### [The problem]
In the data below, how many lines contain the string "this"? Reply with the number only.

[Records from a data collection]
◆ ◆ ◆ ◆

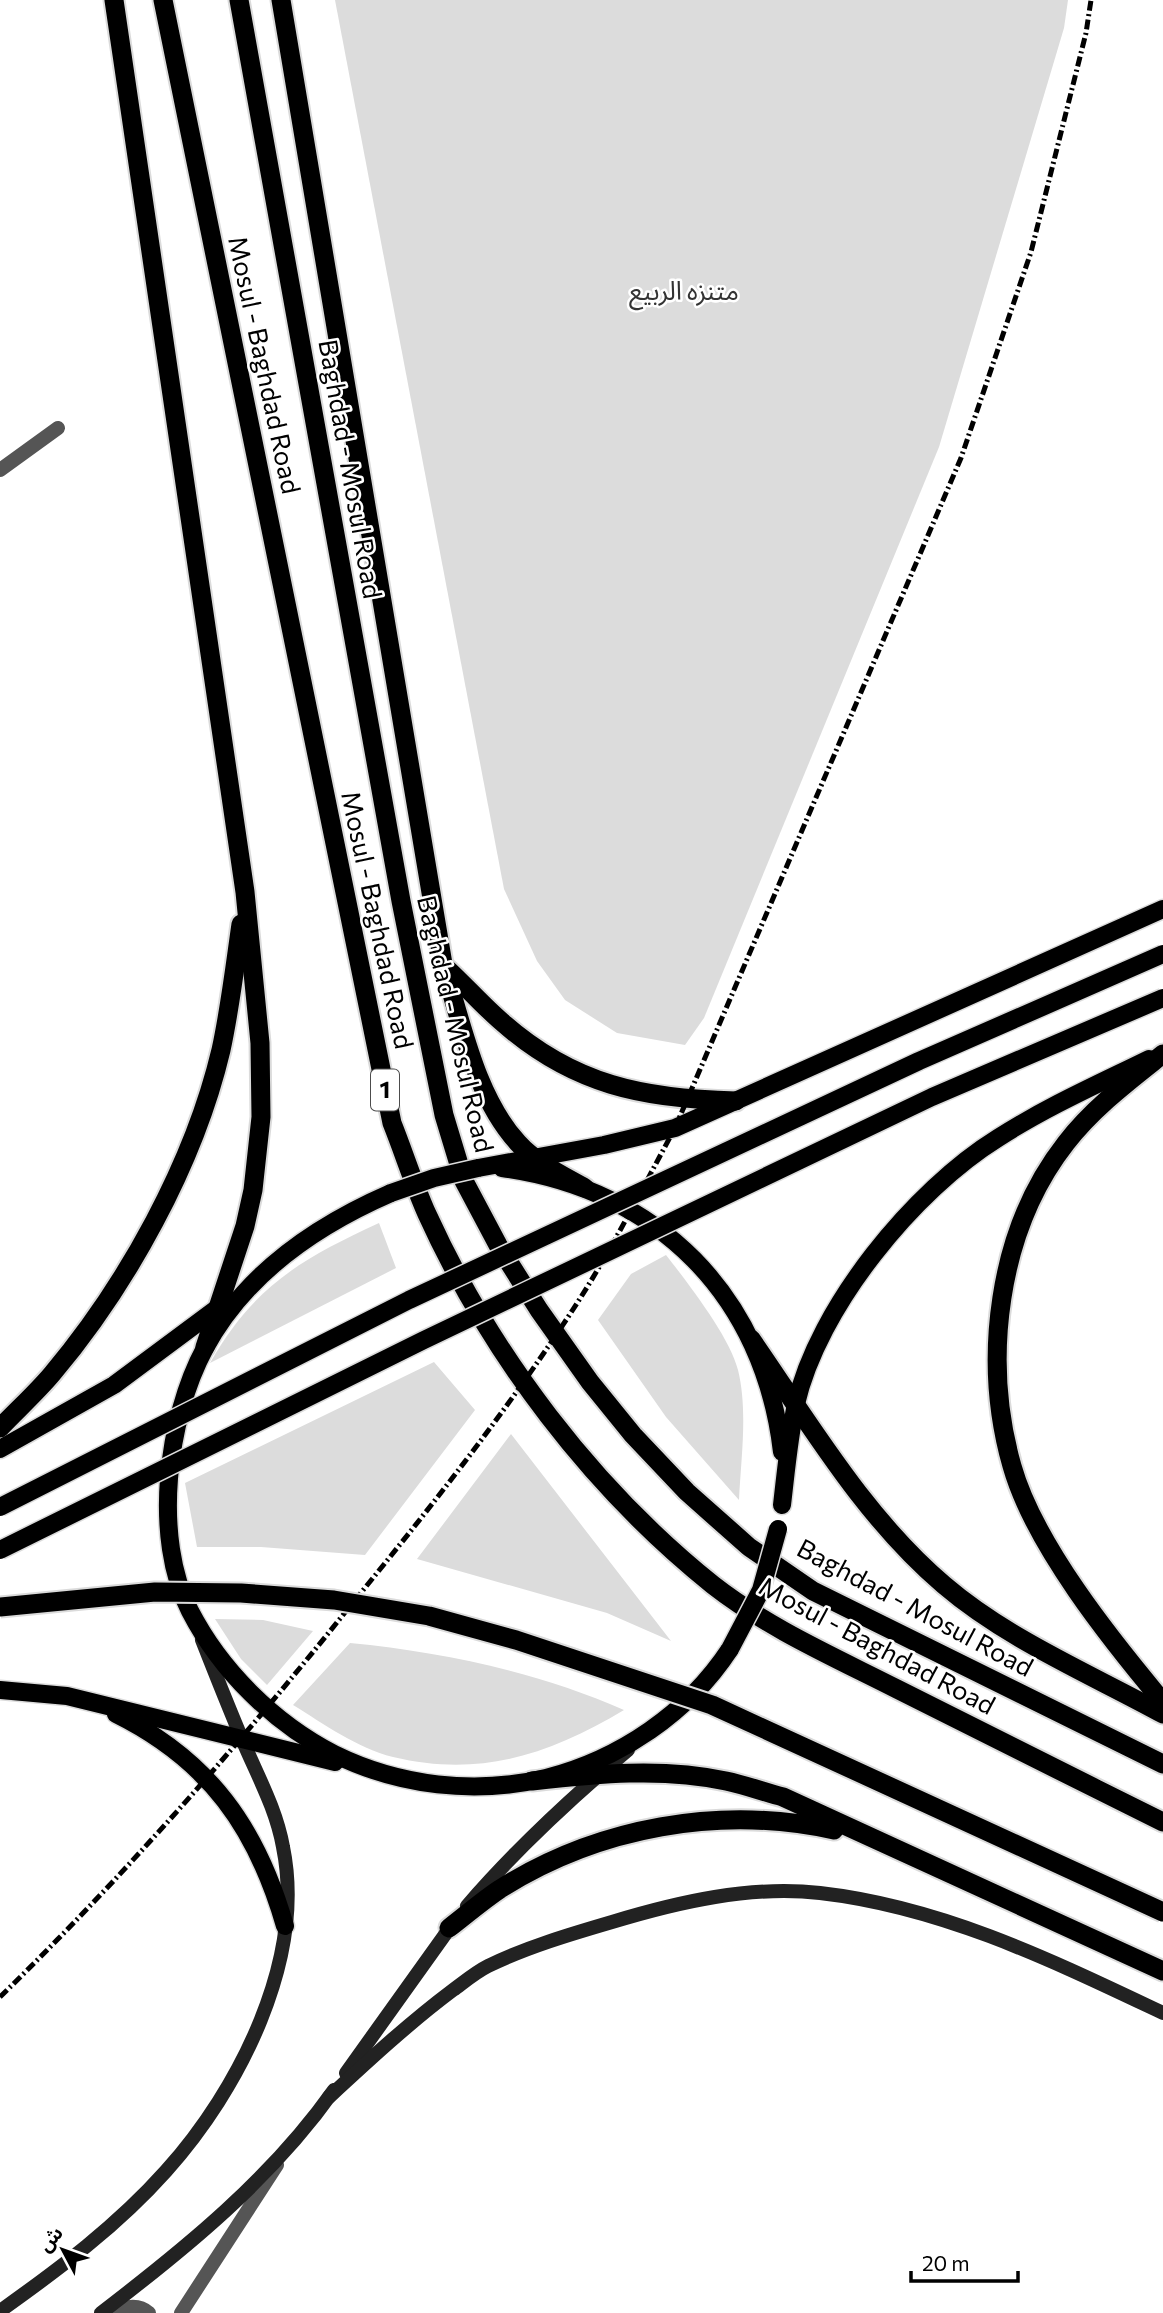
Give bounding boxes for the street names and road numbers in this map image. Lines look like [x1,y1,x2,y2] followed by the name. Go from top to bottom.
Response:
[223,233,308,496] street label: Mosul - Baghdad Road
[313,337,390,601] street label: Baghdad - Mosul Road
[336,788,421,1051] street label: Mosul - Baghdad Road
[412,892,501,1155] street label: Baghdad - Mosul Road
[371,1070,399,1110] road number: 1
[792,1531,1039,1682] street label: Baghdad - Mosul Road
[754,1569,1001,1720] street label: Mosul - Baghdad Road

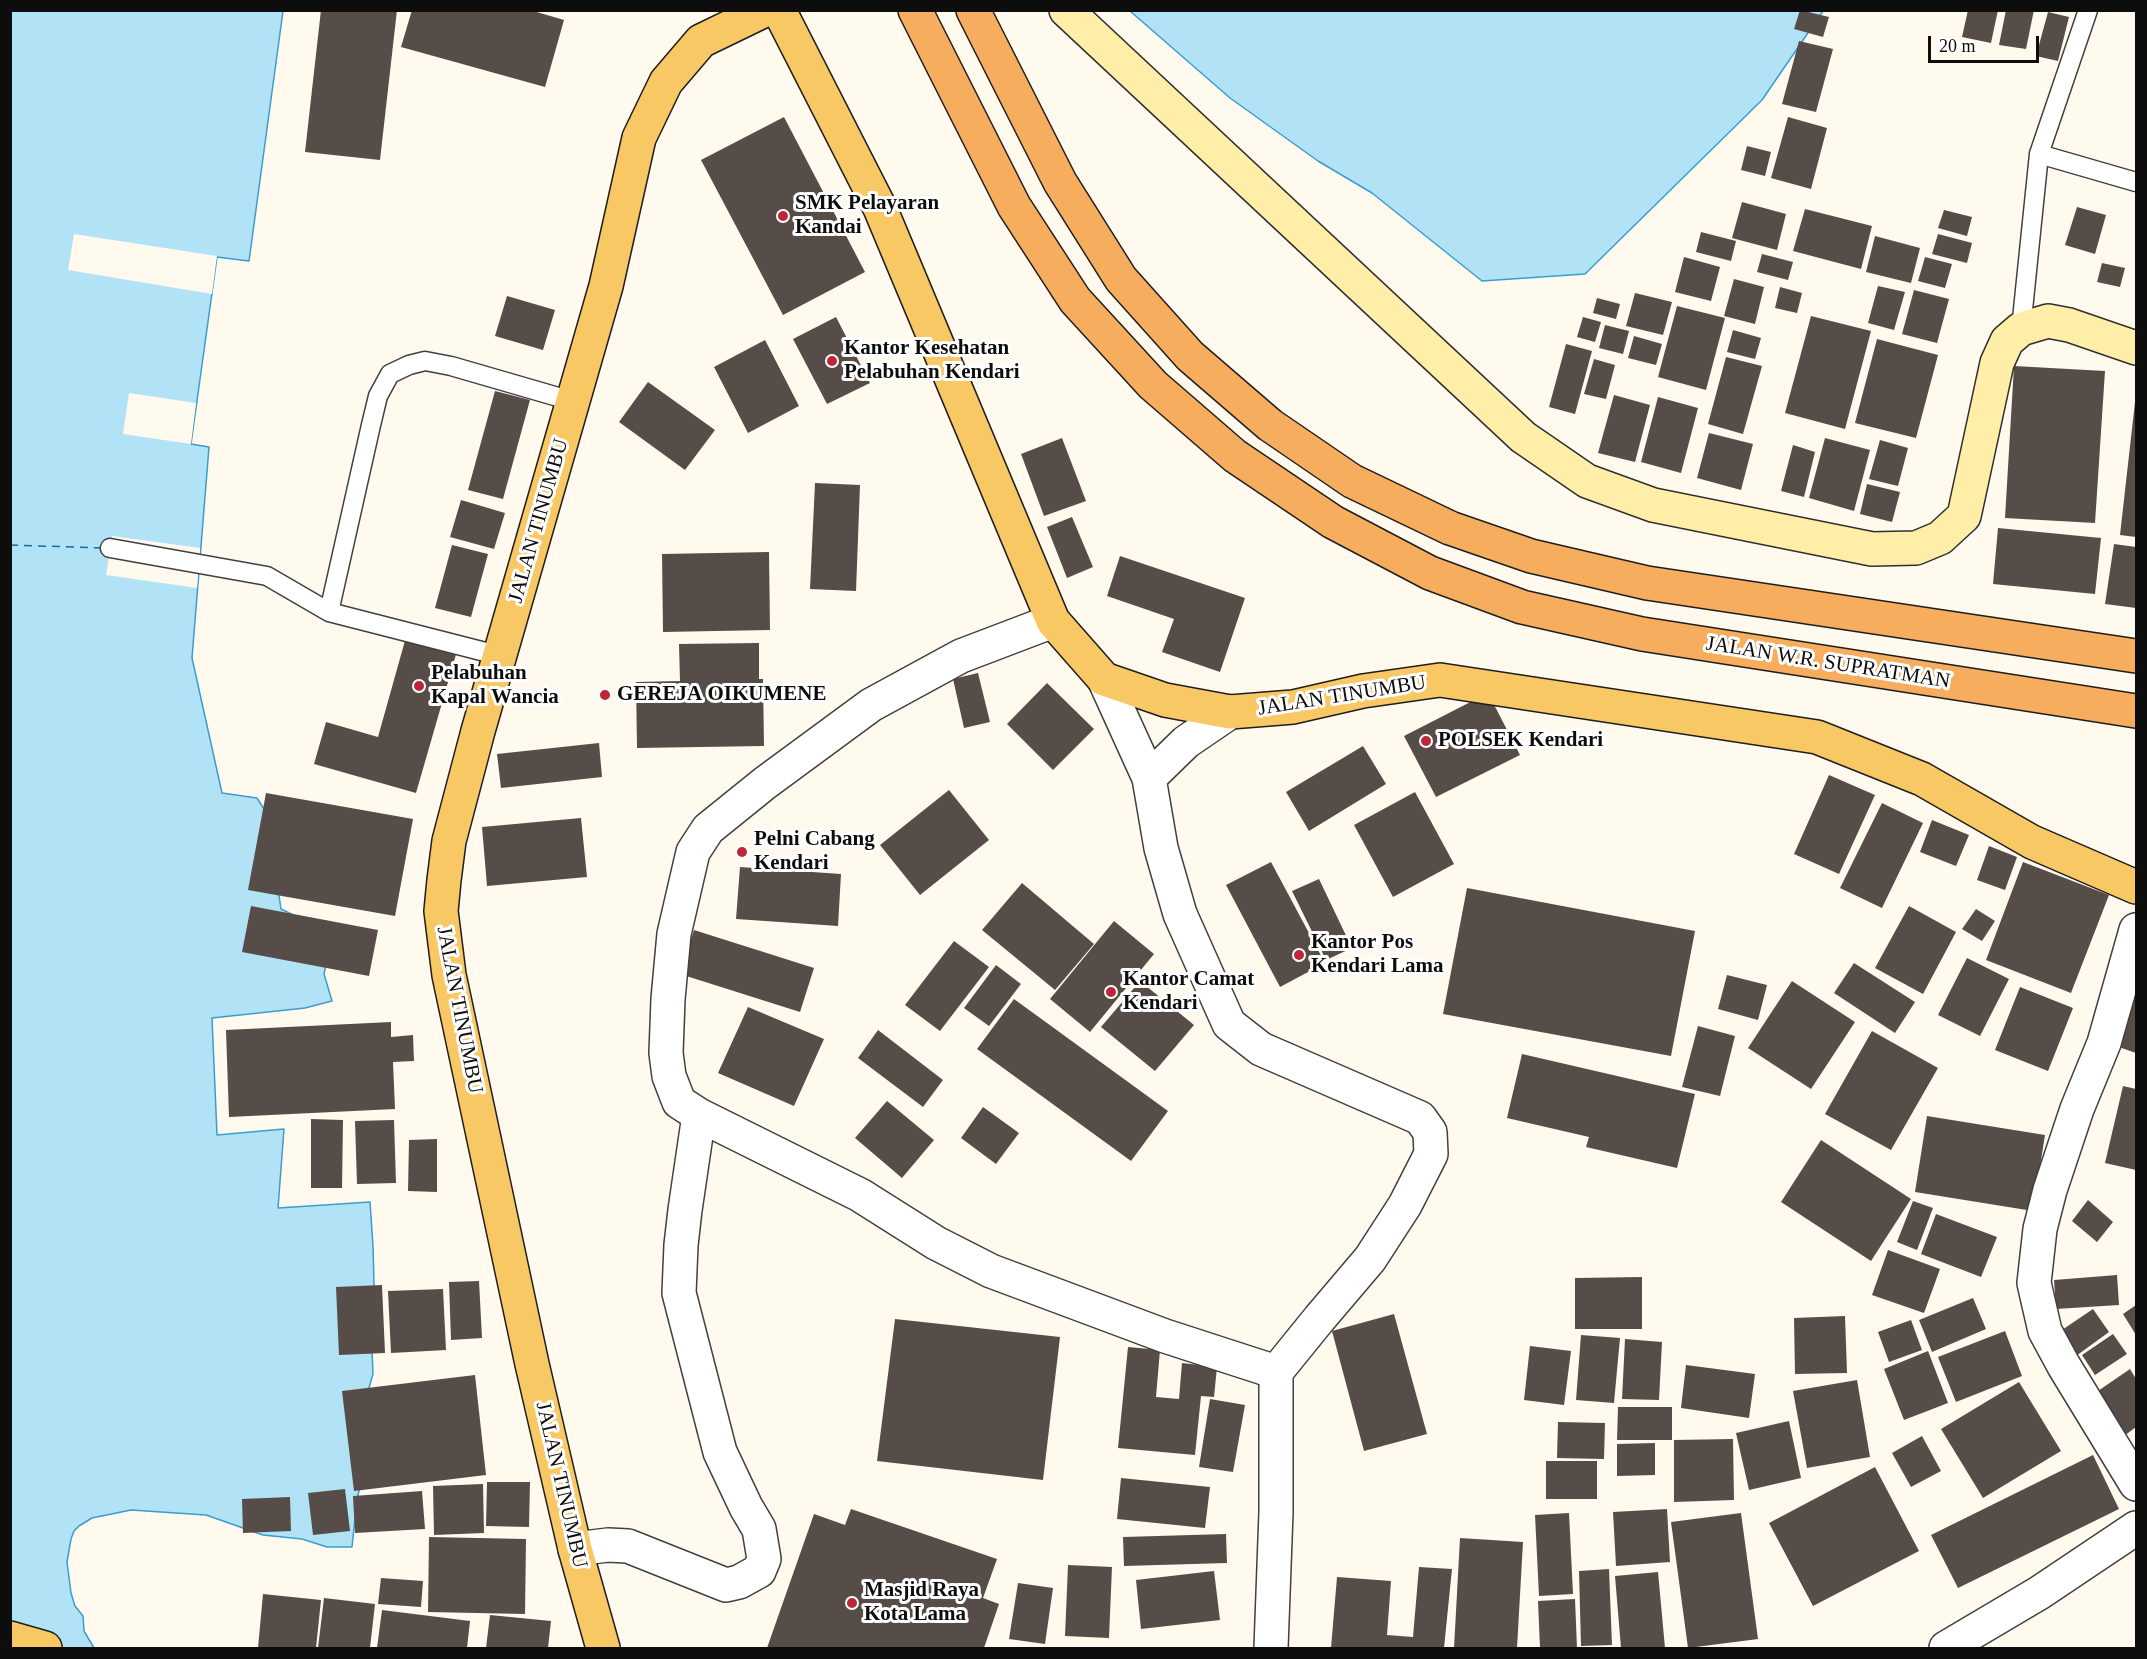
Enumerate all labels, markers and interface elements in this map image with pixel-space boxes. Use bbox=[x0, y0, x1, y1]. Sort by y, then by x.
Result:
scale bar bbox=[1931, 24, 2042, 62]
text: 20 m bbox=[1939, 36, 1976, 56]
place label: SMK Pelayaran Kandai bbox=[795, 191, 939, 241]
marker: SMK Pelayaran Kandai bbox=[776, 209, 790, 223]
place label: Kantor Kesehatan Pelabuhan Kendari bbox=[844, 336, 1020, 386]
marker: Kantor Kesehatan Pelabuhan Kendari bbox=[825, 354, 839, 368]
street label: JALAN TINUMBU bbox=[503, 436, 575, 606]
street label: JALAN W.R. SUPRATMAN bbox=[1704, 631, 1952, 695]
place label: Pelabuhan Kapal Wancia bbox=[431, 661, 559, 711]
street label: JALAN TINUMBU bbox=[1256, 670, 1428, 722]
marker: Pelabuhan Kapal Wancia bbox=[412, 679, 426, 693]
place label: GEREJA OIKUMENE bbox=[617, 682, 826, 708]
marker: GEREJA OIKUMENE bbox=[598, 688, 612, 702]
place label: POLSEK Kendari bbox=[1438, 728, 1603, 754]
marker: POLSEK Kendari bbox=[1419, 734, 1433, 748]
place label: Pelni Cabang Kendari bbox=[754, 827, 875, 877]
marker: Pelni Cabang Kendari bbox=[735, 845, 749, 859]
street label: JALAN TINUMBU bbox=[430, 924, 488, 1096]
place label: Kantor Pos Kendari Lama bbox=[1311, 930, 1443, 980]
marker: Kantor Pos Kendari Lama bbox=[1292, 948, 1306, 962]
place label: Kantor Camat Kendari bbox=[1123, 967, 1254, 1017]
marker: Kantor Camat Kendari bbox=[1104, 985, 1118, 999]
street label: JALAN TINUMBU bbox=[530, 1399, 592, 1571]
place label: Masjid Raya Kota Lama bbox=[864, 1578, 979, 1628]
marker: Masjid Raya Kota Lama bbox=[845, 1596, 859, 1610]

◆ ◆ ◆ ◆

### [Task answer]
2